MAME Work In Progress - Quantel DPB-7001 "Digital Paintbox", Hard Disk support

Subscribers:
1,140
Published on ● Video Link: https://www.youtube.com/watch?v=NEWM92olPFI



Duration: 2:09
595 views
20


This video is a follow-up to the previous work-in-progress video for the DPB-7001 driver in MAME. Hard disk support is now working, which will make life much easier for installing typefaces and additional brushes. The interface is now considerably snappier as well, now that it doesn't have to spool brushes off of a floppy every time a menu comes up.

Description of the previous video follows:

I've been working on a driver for this off and on for about 3 years now. Recently I picked it back up again and have managed to solve some significant drawing-related bugs, to the point that the system is approaching usable.

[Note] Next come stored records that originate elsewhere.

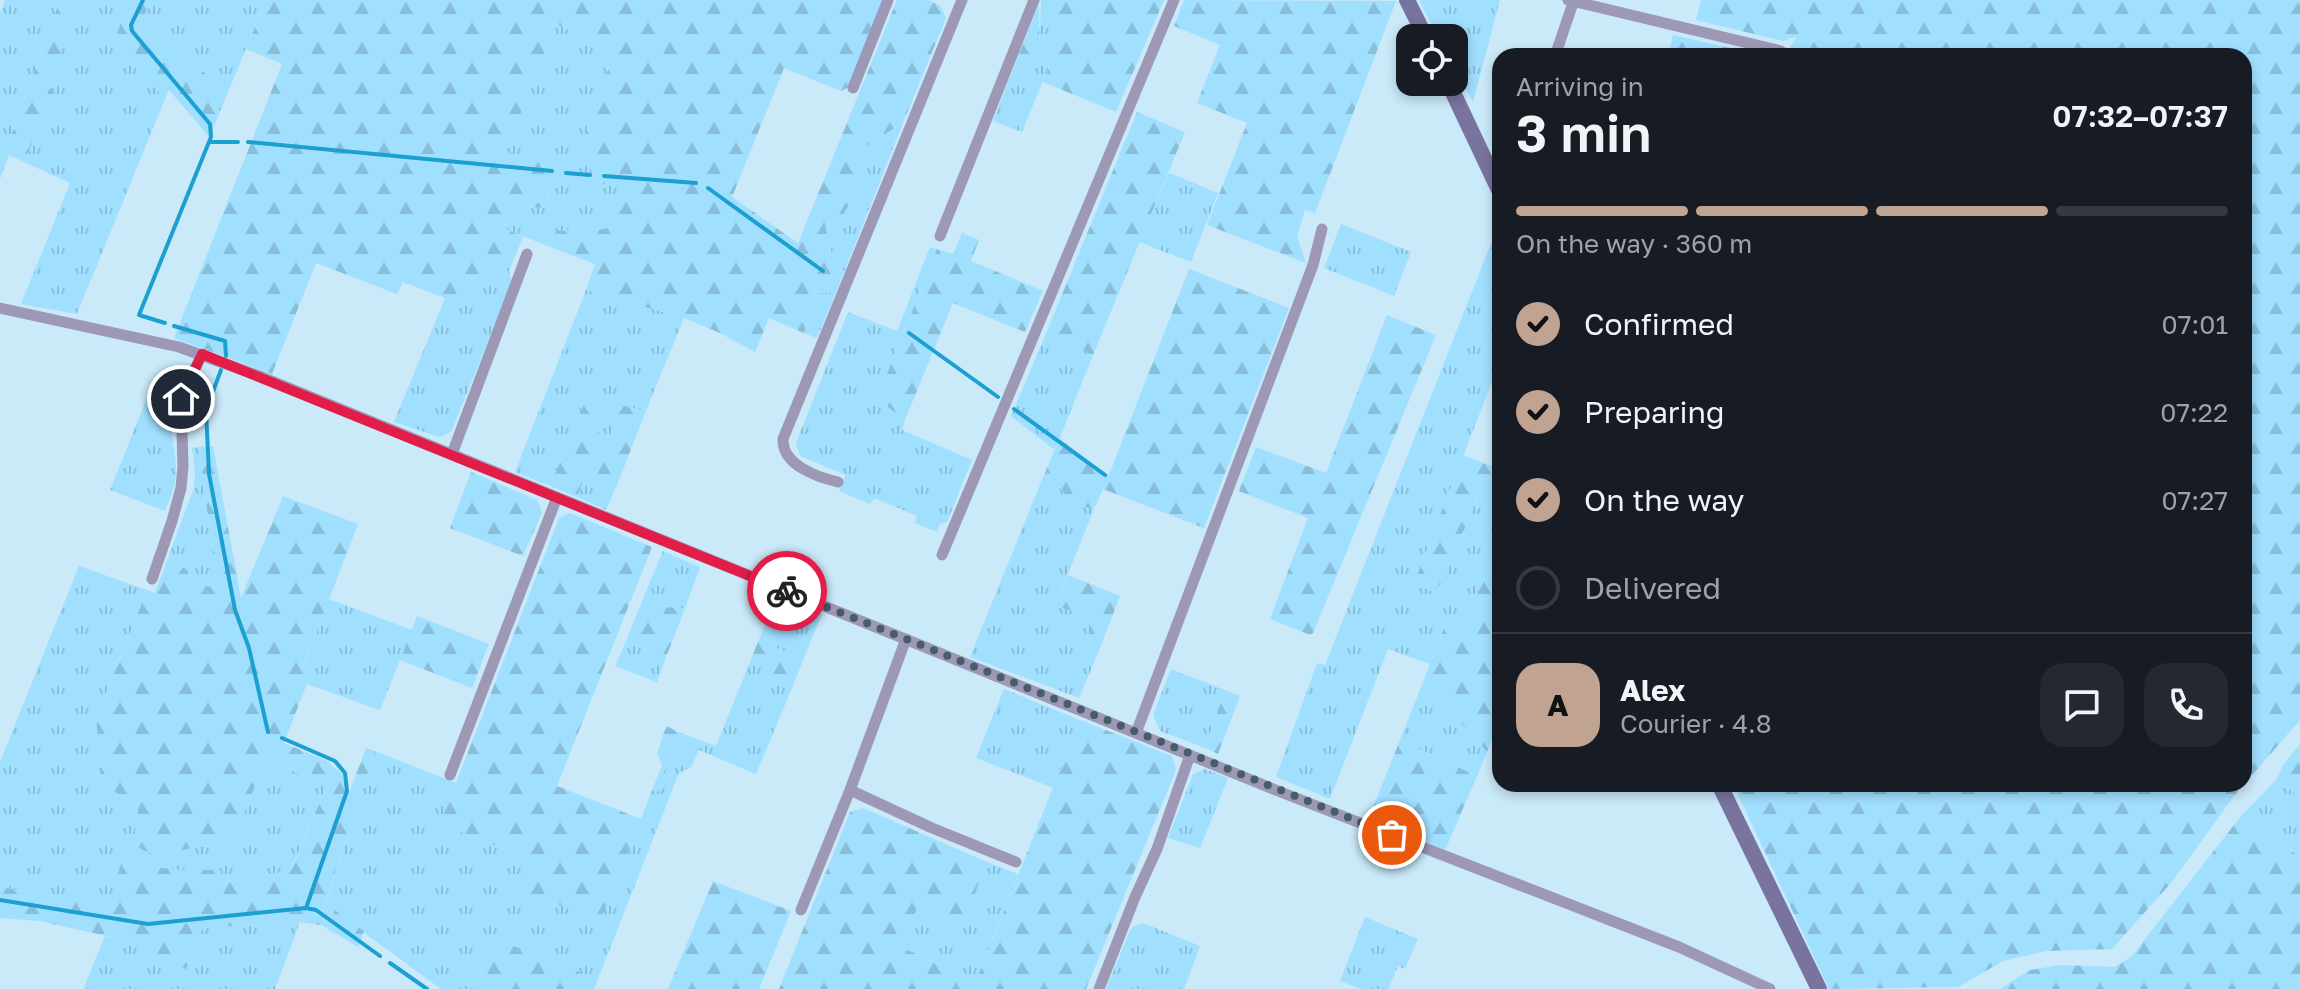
<!DOCTYPE html>
<meta charset="utf-8">
<style>
body{margin:0;font-family:"Golos Text",sans-serif;background:#242831;color:#f1f3f6;height:100vh;display:flex;flex-direction:column;font-size:30px;white-space:nowrap}
*{box-sizing:border-box;margin:0}
p{font-size:26px;color:#9ea1a6}
.icon{flex:none;width:44px;height:44px;fill:none;stroke:currentColor;stroke-width:2;stroke-linecap:round;stroke-linejoin:round}
.map{position:relative;flex:1;overflow:hidden}
.details{position:absolute;left:1492px;top:48px;width:760px;height:744px;display:flex;flex-direction:column;background:#171b24;border-radius:24px;box-shadow:0 4px 12px #0003}
.details>*{flex:none}
.controls{position:absolute;left:1396px;top:24px;display:grid;gap:16px}
.controls a{display:grid;place-items:center;width:72px;height:72px;border-radius:16px;background:#171b24;box-shadow:0 4px 12px #0003;font-size:40px}
.pin{position:absolute;display:grid;place-items:center;width:68px;height:68px;color:#fff;margin:-34px;border:4px solid #fff;border-radius:50%;box-shadow:0 2px 8px #0007}
.courier{position:absolute;display:grid;place-items:center;width:80px;height:80px;margin:-40px;border:6px solid #e11d48;border-radius:50%;background:#fff;color:#222;box-shadow:0 2px 10px #0007}
.overview em{font-style:normal;font-weight:600}
.overview div{display:flex;flex-direction:column-reverse}
.overview{display:flex;align-items:center;justify-content:space-between;height:136px;padding:0 24px}
h1{font-size:52px;font-weight:600;line-height:60px}
.bar{display:grid;grid-template-columns:repeat(4,1fr);gap:12px 8px;align-content:center;height:96px;padding:0 24px}
.bar i{height:10px;border-radius:6px;background:#363941}
.bar .active{background:#c0a390}
.bar p{grid-column:span 4}
.line{display:flex;align-items:center;gap:20px;padding:0 24px;border-top:2px solid #363941}
.line div{flex:1}
.round{display:grid;place-items:center;flex:none;width:84px;height:84px;border-radius:24px;background:#242831}
ol{padding:0 24px;list-style:none}
li{display:flex;align-items:center;gap:24px;height:88px}
li p{margin-inline-start:auto}
li .icon{padding:8px;border-radius:50%;background:#c0a390;color:#111;stroke-width:4}
li:last-child{color:#9ea1a6}
li i{width:44px;height:44px;border:4px solid #363941;border-radius:50%}
.map>svg:first-child{display:block}
.grass{fill:url(#grass-tufts)}
.forest{fill:url(#forest-firs)}
.lines{fill:none;stroke-linecap:round;stroke-linejoin:round}
.stream{stroke:#1ba0d1;stroke-width:4}
.street{stroke:#9c98b6;stroke-width:11}
.secondary{stroke:#79739f;stroke-width:16}
.done{stroke:#475d69;stroke-width:8;stroke-dasharray:0 14.4}
.route{stroke:#e11d48;stroke-width:10}
</style>
<div class="map">
<svg width="2300" height="989" viewBox="0 0 2300 989">
<defs>
<pattern id="grass-tufts" width="24" height="20" patternUnits="userSpaceOnUse" patternTransform="scale(2)"><rect width="24" height="20" fill="#a1dfff"/><path d="M3 7l-1-3M5 7V3M7 7l1-3M15 17l-1-3M17 17v-4M19 17l1-3" fill="none" stroke="#89beda"/></pattern>
<pattern id="forest-firs" width="22" height="20" patternUnits="userSpaceOnUse" patternTransform="scale(2)"><rect width="22" height="20" fill="#a1dfff"/><path d="M5 1l3.5 6h-7zM16 11l3.5 6h-7z" fill="#89beda"/></pattern>
</defs>
<rect width="100%" height="100%" fill="#cae9f9"/>
<path class="grass" d="M5 0H60L5 153 9 156 0 179V13Z
M83 0H129L116 36 123 54 165 99 77 314 21 304 70 183 24 162 54 93 48 84Z
M151 0H266L214 126 139 29Z
M1041 0H1049L1051 61 1022 132 993 121 1019 54 1039 63Z
M1419 0H1500L1473 102 1454 66V38H1439Z
M557 24 614 52 582 146 617 186 624 197 606 229 556 231 550 247 503 228 516 207 547 208 548 186 504 153Z
M903 123 843 275 831 251 824 225 841 218 861 149Z
M1169 173 1218 193 1191 262 1139 242Z
M1341 224 1411 252 1394 296 1324 268Z
M1496 231H1500V361L1414 583 1445 562 1467 525 1479 491 1500 500V542L1466 619 1448 618 1430 664 1388 649 1330 799 1276 777 1317 663 1325 665Z
M930 247 937 249 877 399 905 420 902 430 972 460 947 522 940 524 937 532 915 523 917 516 874 498 870 504 839 491 846 475 800 456 796 443 848 312 897 331Z
M517 252 509 271 512 283 451 432 440 437 394 422 445 298 471 302V279Z
M586 290 684 318 646 411 621 406 598 476 617 485 606 510 577 497 599 438 584 405 550 486 515 472Z
M836 292 817 338 804 333 815 293Z
M1045 336 1093 355 1055 450 1011 416Z
M153 383 172 390C164 420 177 445 176 474 175 487 170 499 165 511L110 490Z
M199 447 217 587 194 585 187 570 169 555 194 488 195 473 192 448Z
M1046 470 1072 504 1094 509 1055 606 1089 616V634L1098 653 1079 698 970 657Z
M663 551 700 567 685 608 640 606Z
M79 566 147 590 96 719 139 804 154 855 205 846 234 838 265 759 327 785 290 871 216 884 220 870H182L108 904 0 887V762Z
M776 597 822 614 803 660 770 645 771 634 763 629Z
M329 599 412 630 380 710 307 684 311 673 302 670Z
M626 641 665 660 657 682 615 666Z
M752 657 792 688 756 774 699 750 691 767 679 773 594 989H574L580 973 496 939 475 989H441L325 904 375 751 456 783 441 824 528 858 517 887 641 819 649 813 681 733 716 746Z
M1171 669 1225 690 1205 748 1160 731 1153 715Z
M1423 682 1487 752 1477 776 1400 740Z
M1004 689 1080 720 1054 788 976 758Z
M1205 769 1228 778 1200 848 1168 838 1193 774Z
M2276 780 2300 797V857L2241 816Z
M987 862 1018 874 976 981 901 947 919 904 963 923Z
M1365 917 1418 939 1405 969 1398 966 1388 989H1362L1340 981Z
M300 922 275 989H83L105 936 139 943 202 928Z
M1143 923 1200 946 1184 989H1106L1131 928Z"/>
<path class="forest" d="M60 0H83L48 84 54 93 24 162 5 153Z
M129 0H151L139 29 214 79 218 110 211 119 214 126 210 138 169 90 165 99 123 54 116 36Z
M266 0H883L849 87 841 91 784 68 732 197 798 243 897 0H927L940 5 946 18 903 123 861 149 862 184 841 218 825 225 831 251 843 275 836 292 815 293 804 333 769 318 755 352 720 333 684 318 586 290 595 264 550 247 556 231 606 229 624 197 617 186 596 183 582 146 614 52 557 24 505 152 555 162 548 186 547 208 516 207 503 227 523 237 517 252 471 279 472 303 445 298 403 282 397 294 316 263 272 374 174 338 282 64 246 49Z
M1049 0H1164L1116 112 1043 82 1051 61Z
M1184 0 1396 1 1315 213 1305 210 1297 236 1306 263 1207 225 1247 123 1197 103 1220 45 1174 26Z
M1701 0H2300V720L2234 796 2171 883 2112 949 2046 951 2003 961 1958 987 1829 989 1733 784H2244V56H1785L1797 36 1783 41 1696 20Z
M1039 4 1040 63 1019 54Z
M1673 35 1765 56H1668Z
M1137 112 1185 132 1093 355 1045 336Z
M962 233 979 240 971 261 1043 291 1025 332 953 303 905 420 877 399 937 249 953 254Z
M1189 269 1289 308 1204 528 1103 489 1094 509 1072 504 1046 470 1060 439 1109 475Z
M1387 315 1436 335 1313 633 1310 635 1270 619 1308 518 1239 491 1256 447 1326 473Z
M584 404 598 409 599 438 577 497 550 486Z
M621 405 646 411 617 485 597 476Z
M213 446 241 598 283 496 358 524 302 669 311 673 284 743 327 761 342 774 349 793 366 748 375 751 325 903 364 931 358 947 321 925 300 922 203 928 186 969 148 958 139 943 39 921 0 918V887L108 904 121 864 182 870H221L217 884 291 870 327 785 266 759 234 838 205 846 154 855 133 845 139 804 103 786 96 719 147 590 155 593 169 555 187 570 194 585 217 587 199 447Z
M1463 455 1500 470V500L1478 492 1467 525 1445 562 1447 577 1433 592 1414 583Z
M471 472 537 500 542 512 523 556 450 528Z
M570 513 652 547 557 786 641 819 662 765 657 754 666 726 681 733 649 813 641 820 600 921 516 888 528 858 440 824 559 518Z
M1500 542V721L1487 752 1423 682 1448 618 1466 619Z
M1068 575 1120 596 1098 653 1089 634V616L1055 606Z
M640 606 685 608 665 660 626 641Z
M417 616 489 644 472 688 400 660Z
M763 629 771 634 770 645 803 660 792 688 752 657Z
M1225 690 1240 696 1218 754 1205 748Z
M1080 720 1172 756 1176 770 1086 989H779L850 812 863 808 987 862 963 924 919 904 901 947 976 981Z
M1400 740 1477 776 1445 850 1368 820Z
M2300 744V797L2276 780 2283 765Z
M2241 816 2300 857V989H2000L2030 970 2060 965 2114 967 2131 957Z
M713 881 791 911 759 989H668Z
M496 939 580 972 574 989H475Z"/>
<g class="lines">
<path class="stream" d="M143 0 131 25 132 31 210 124 211 137 139 315 165 323
M210 142H238
M248 142 552 171
M566 173 590 175
M604 176 696 183
M708 188 823 271
M174 326 225 341 226 356
M909 333 998 397
M221 370 206 410 209 474 235 610 249 648 268 732
M1014 409 1105 475
M0 900 148 924 306 908 347 791 345 773 335 761 282 738
M306 908 316 910 380 956
M390 963 427 989"/>
<path class="street" d="M1568 0 1781 51
M1555 56 1574 0
M853 88 888 0
M940 236 1034 0
M0 308 179 347 262 377 1278 791 1679 947 1770 989
M452 454 527 254
M838 482C817 477 782 465 783 439L962 0
M942 555 1174 0
M152 579 172 521 181 488 183 466 181 399 202 354
M1136 733 1313 265 1322 229
M450 775 557 497
M850 790 932 828 1016 862
M801 910 850 790 906 639
M1099 989 1135 897 1157 849 1190 755"/>
<path class="secondary" d="M1407 0 1426 38
M1448 82 1500 192
M1719 784 1819 989"/>
</g>
<g class="lines">
<path class="done" d="M787 591 1392 835"/>
<path class="route" d="M181 399 202 354 787 591"/>
</g>
</svg>
<div class="controls">
<a><svg class="icon" aria-label="locate" viewBox="0 0 24 24"><circle cx="12" cy="12" r="6"/><path d="M12 2v4M12 18v4M2 12h4M18 12h4"/></svg></a>
</div>
<div class="pin" style="left:1392px;top:835px;background:#ea580c"><svg class="icon" aria-label="bag" viewBox="0 0 24 24"><path d="M5 8h14l-1 12H6zM9 8a3 3 0 0 1 6 0"/></svg></div>
<div class="pin" style="left:181px;top:399px;background:#1f2937"><svg class="icon" aria-label="home" viewBox="0 0 24 24"><path d="M3 11l9-7 9 7M6 9v11h12V9"/></svg></div>
<div class="courier" style="left:787px;top:591px"><svg class="icon" aria-label="bike" viewBox="0 0 24 24"><circle cx="6" cy="16" r="4"/><circle cx="18" cy="16" r="4"/><path d="M6 16l4-8h5l3 8M10 8l3 8H6M13 5h3"/></svg></div>
<section class="details">
<div class="overview"><div><h1>3 min</h1><p>Arriving in</p></div><em>07:32–07:37</em></div>
<div class="bar"><i class="active"></i><i class="active"></i><i class="active"></i><i></i><p>On the way · 360 m</p></div>
<ol>
<li><svg class="icon" aria-label="check" viewBox="0 0 24 24"><path d="M5 12l5 5 9-10"/></svg>Confirmed<p>07:01</p></li>
<li><svg class="icon" aria-label="check" viewBox="0 0 24 24"><path d="M5 12l5 5 9-10"/></svg>Preparing<p>07:22</p></li>
<li><svg class="icon" aria-label="check" viewBox="0 0 24 24"><path d="M5 12l5 5 9-10"/></svg>On the way<p>07:27</p></li>
<li><i></i>Delivered</li>
</ol>
<div class="line" style="height:144px"><b class="round" style="background:#c0a390;color:#111">A</b><div><b>Alex</b><p>Courier · 4.8</p></div><a class="round"><svg class="icon" aria-label="chat" viewBox="0 0 24 24"><path d="M4 5h16v11H9l-5 4z"/></svg></a><a class="round"><svg class="icon" aria-label="phone" viewBox="0 0 24 24"><path d="M5 4h4l2 5-3 2q2 4 5 5l2-3 5 2v4C11 20 4 13 5 4z"/></svg></a></div>
</section>
</div>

The Quantel DPB-7000/7001 was a revolutionary machine used for broadcast-quality graphics generation. It first launched in 1981 at an eye-watering price of around £150,000 (that's over half a million GBP these days). For that, you got:
- A Motorola 68000 main CPU
- A bucketload of additional CPUs: One in the floppy controller, one in the keyboard, one in the drawing tablet, and one in the box to which the keyboard, tablet, and pen all connected
- Upwards of 600k of ROM
- Nearly 4 megabytes of frame-store RAM, split across two banks each of Luma, Chroma, and Stencil storage
- An 8" floppy drive
- A Fujitsu hard drive, 80 megs minimum
- A pressure-sensitive drawing tablet
- An alphanumeric keyboard for console operator control
- A crate of around 20 individual PCBs, riddled with mixed analog/digital discrete logic
- The ability to capture still frames from live footage

The Paintbox was employed heavily by the BBC at the time, as well as being used in the production of various music videos and other media. It's safe to say that it was the product that catapulted the reputation of Quantel in the field of graphics production from a niche player to the forefront.

Thanks to the gracious @DextersTechLab loaning me a physical service manual which holds schematics for all of the cards, as well as flaying open his own DPB-7001 and dumping every single ROM, PROM, and PAL (except one, but we're working on that), emulation has moved forward slowly, but with certainty.